General counsel Joseph Heath then spoke about a very disturbing trend in the courts handling of natives in North and South America: the Discovery Doctrine. The Discovery doctrine was issued (in the 1400s) by the pope, which stated when encountering non-Christian people, that Christians have the authority (political and territorial) over the people living there. This doctrine was used at first during the Crusades in Europe to spread the power of the church then it crossed the ocean to effect native peoples.
This old papal bull has found its way into the US courts. It first appeared in the US Supreme Court in the 1820s. Unfortunately for the Haudenosaunee, this reasoning from the medieval times is being used as the legal excuse for why the State has the jurisdiction to take over Haudenosaunee Lands, that there were no Christians living here when the white settlers arrived. Joseph Heath explained how his teachers from the Onondaga Nation were weary of the courts and how unfair and racist they are. Mr. Heath stated that he hopes for a change in ruling that will favor the Onondagas and the Nation’s lawyers, historians and leaders are working hard for that change.
Joseph Heath outlined how the State has avoid the land claim issue and how they might do the same with the Onondaga Land Rights case. First they will state that they are immune from legal action. They will assert that New York State is a sovereign entity and cannot be sued. Secondly, the state will argue that latches should apply to the Onondaga case because of the Sherrill and the Cayuga cases. Joe Heath went on to explain that the courts are supposed to judge on the letter of the law and to find justice or what is fair. Therefore a party that broke the law cannot also benefit from it’s own mis-deeds because this would not be fair or just.

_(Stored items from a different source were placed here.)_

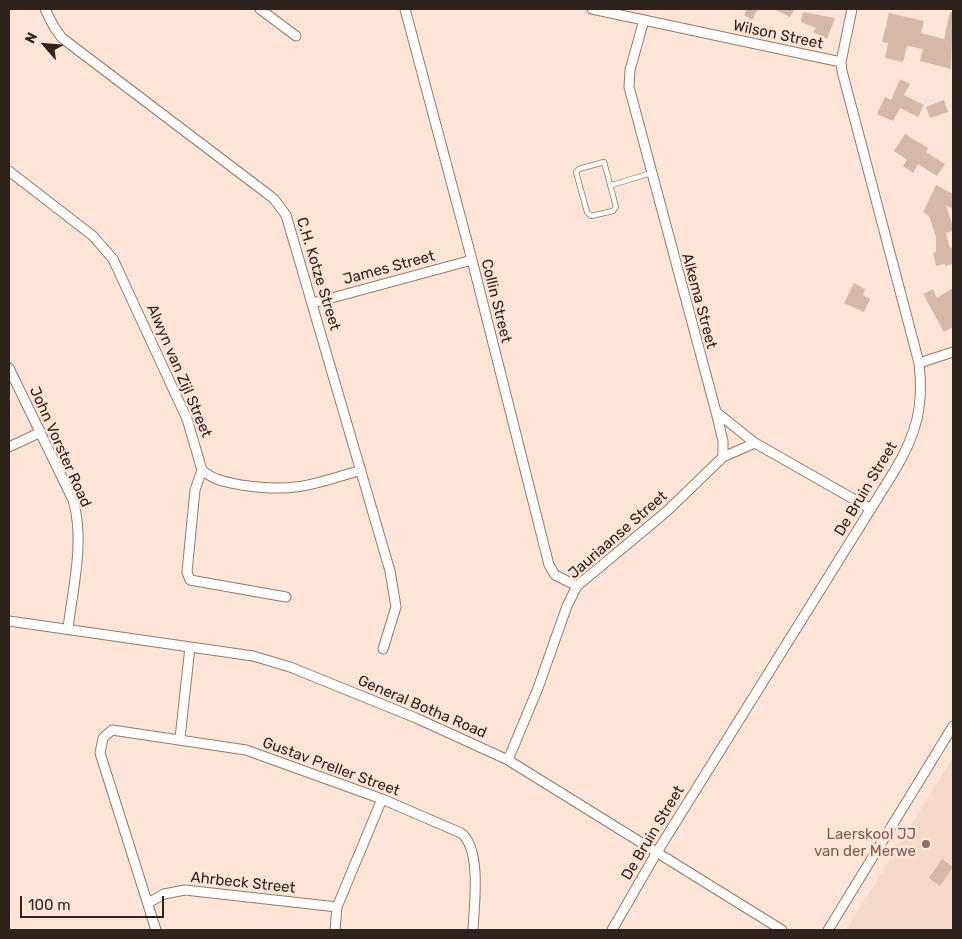 <!DOCTYPE html>
<html>
<head>
<meta charset="utf-8">
<style>
  body { margin:0 }
  #map { position:relative; width:962px; height:939px; overflow:hidden; background:#ffe5d7; font-family:Rubik,sans-serif }
  canvas { display:block }
  .frame { position:absolute; inset:0; border:10px solid #2e221c; pointer-events:none }
  .north { position:absolute; left:20px; top:20px; width:50px; height:50px; -webkit-text-stroke:4px #ffe5d7; paint-order:stroke; rotate:297deg; font-size:14px; font-weight:700; line-height:20px; text-align:center; color:#2e221c }
  .north::after { content:''; display:block; margin:auto; width:18px; height:22px; background:#2e221c; clip-path:polygon(50% 0,100% 100%,50% 72%,0 100%) }
  .scale { position:absolute; left:20px; top:896px; width:144px; height:22px; box-sizing:border-box; border:2px solid #2e221c; border-top:0; padding-left:6px; font-size:15px; line-height:18px; white-space:nowrap; color:#2e221c; -webkit-text-stroke:4px #ffe5d7; paint-order:stroke }
</style>
</head>
<body>
<div id="map">
<canvas width="962" height="939"></canvas>
<div class="frame"></div>
<div class="north">N</div>
<div class="scale">100 m</div>
</div>
<script>
const ctx = document.querySelector('canvas').getContext('2d');
ctx.lineJoin = 'round';
function fill(path, color) { ctx.fillStyle = color; ctx.fill(path, 'evenodd'); }
function strokePath(path, color, width, dash) { ctx.strokeStyle = color; ctx.lineWidth = width; ctx.lineCap = dash ? 'butt' : 'round'; ctx.setLineDash(dash || []); ctx.stroke(path); }
function drawText(font, color, halo, rows, align = 'center') {
  ctx.font = font + ' Rubik,sans-serif'; ctx.lineWidth = 5; ctx.setLineDash([]); ctx.textBaseline = 'middle'; ctx.strokeStyle = halo; ctx.fillStyle = color; for (const [text, x, y, turn = 0] of rows) {
    ctx.save(); ctx.translate(x, y); ctx.rotate((+turn || 0) * Math.PI / 180); ctx.textAlign = isNaN(turn) ? turn : align; if (halo) ctx.strokeText(text, 0, 0); ctx.fillText(text, 0, 0); ctx.restore();
  }
}
const built = new Path2D(`
  M953,757V930H846Z`);
const building = new Path2D(`
  M747,9H758L752,20L744,15Z
  M774,9H795L790,17Z
  M803,12L835,18L827,39L813,32L816,28L801,22Z
  M950,12H953L951,69L920,61L923,49L907,46L903,62L885,58L888,43L882,42L889,13L924,21L921,33L944,39Z
  M900,79L910,84L904,95L924,105L918,117L900,108L893,121L877,114L885,97L891,100Z
  M944,100L948,112L930,118L926,107Z
  M905,134L928,148L926,152L945,164L937,176L918,164L913,173L903,166L907,160L894,151Z
  M936,185L953,194V209L946,205L953,227V231L946,233L950,248L953,247V264L945,266V264L936,266L933,253L936,252V237L929,216L923,212Z
  M854,283L865,289L863,295L870,299L864,312L844,303Z
  M953,288V327L944,332L923,294L933,289L937,298Z
  M942,859L953,867L940,886L929,878Z`);
const lane = new Path2D(`
  M604,162L616,207L613,211L591,216L587,212L576,172L579,169Z
  M612,185L651,173`);
const street = new Path2D(`
  M45,9L54,27L62,38L265,192L274,199L286,215L390,571L396,607L383,649
  M260,9L296,36
  M405,9L472,260L549,565L555,575L577,586
  M592,9L841,62
  M644,20L630,70L629,87L716,412L755,443L871,509
  M9,171L93,236L113,259L187,419L202,470C213,480 226,482 241,485C293,493 312,485 361,470
  M313,303L472,260
  M919,363L953,352
  M9,368L73,500C85,540 73,587 68,628
  M716,412L723,441V457
  M9,447L41,432
  M202,470L195,490L187,572L190,580L286,597
  M9,621L253,656L290,667L416,718L508,760L782,930
  M180,738L190,647
  M508,760L538,688L567,606L577,586L666,512L723,457L755,443
  M148,903L164,894L185,890L337,907
  M156,930L100,753L103,738L112,730L246,750L382,799L461,833C482,849 474,906 473,930
  M335,930L337,907L382,799
  M612,930L657,852L895,470C917,433 924,405 919,363L842,71L841,62L852,9
  M828,930L953,726`);
const markers = [
  [926,844,5,"#8d6e63"]
];
const streetNames = [
  ["Wilson Street",778,35,12],
  ["James Street",389,268,-15],
  ["C.H. Kotze Street",318,274,73],
  ["Collin Street",496,301,76],
  ["Alkema Street",699,301,75],
  ["Alwyn van Zijl Street",179,371,67],
  ["John Vorster Road",60,447,66],
  ["De Bruin Street",866,489,-59],
  ["Jauriaanse Street",618,535,-41],
  ["General Botha Road",422,707,23],
  ["Gustav Preller Street",331,767,20],
  ["De Bruin Street",653,833,-59],
  ["Ahrbeck Street",243,883,6]
];
const educationNames = [
  ["Laerskool JJ",916,835],
  ["van der Merwe",916,852]
];
fill(built, '#f7d7c7');
fill(building, '#d7b8a7');
strokePath(lane, '#96796a', 6);
strokePath(street, '#96796a', 11);
strokePath(lane, '#fff', 4.5);
strokePath(street, '#fff', 9);
for (const [x, y, r, color] of markers) { const dot = new Path2D(); dot.arc(x, y, r, 0, 2 * Math.PI); ctx.fillStyle = color; ctx.fill(dot); strokePath(dot, '#ffe5d7', 2); }
drawText('15px', '#2e221c', '#ffe5d7', streetNames);
drawText('15px', '#785e54', '#ffe5d7', educationNames, 'right');
</script>
</body>
</html>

The courts ruled that latches apply to Sherrill and the Cayugas cases by stating that it would not be fair or just to NYS to find equitable resolution after 216 years of illegal occupation (the so called “treaties” made after the 1790 Trade and Intercourse Act). Joe Heath noted that it is important to know that the courts did not reverse the 1985 decision that the state had knowing violated federal law, treaties and the Constitution when it took Haudenosaunee lands, but there is no fair or just way for the State to compensate the Haudenosaunee nations.
Joe Heath noted that the ruling not only bewilders lawyers working on the Oneida and Cayuga cases but also lawyers and law professors from across the country are up in arms. These legal experts are not coming to the defense of the Haudenosaunee per se, but are speaking out against the prescient of the “bad law” that was written for these cases.
Joe then asked the audience to look to the statement that the Onondagas used to begin their land rights suit. That the Onondaga people look for “healing” between our communities and our mother earth that we share. He asked the people in the audience to go out and talk to their local and state representatives to promote change and dialogue between the NYS and the Onondaga Nation.
Next up in the series is Oren Lyons as he discusses racism and the United Nations on September 11, 2006.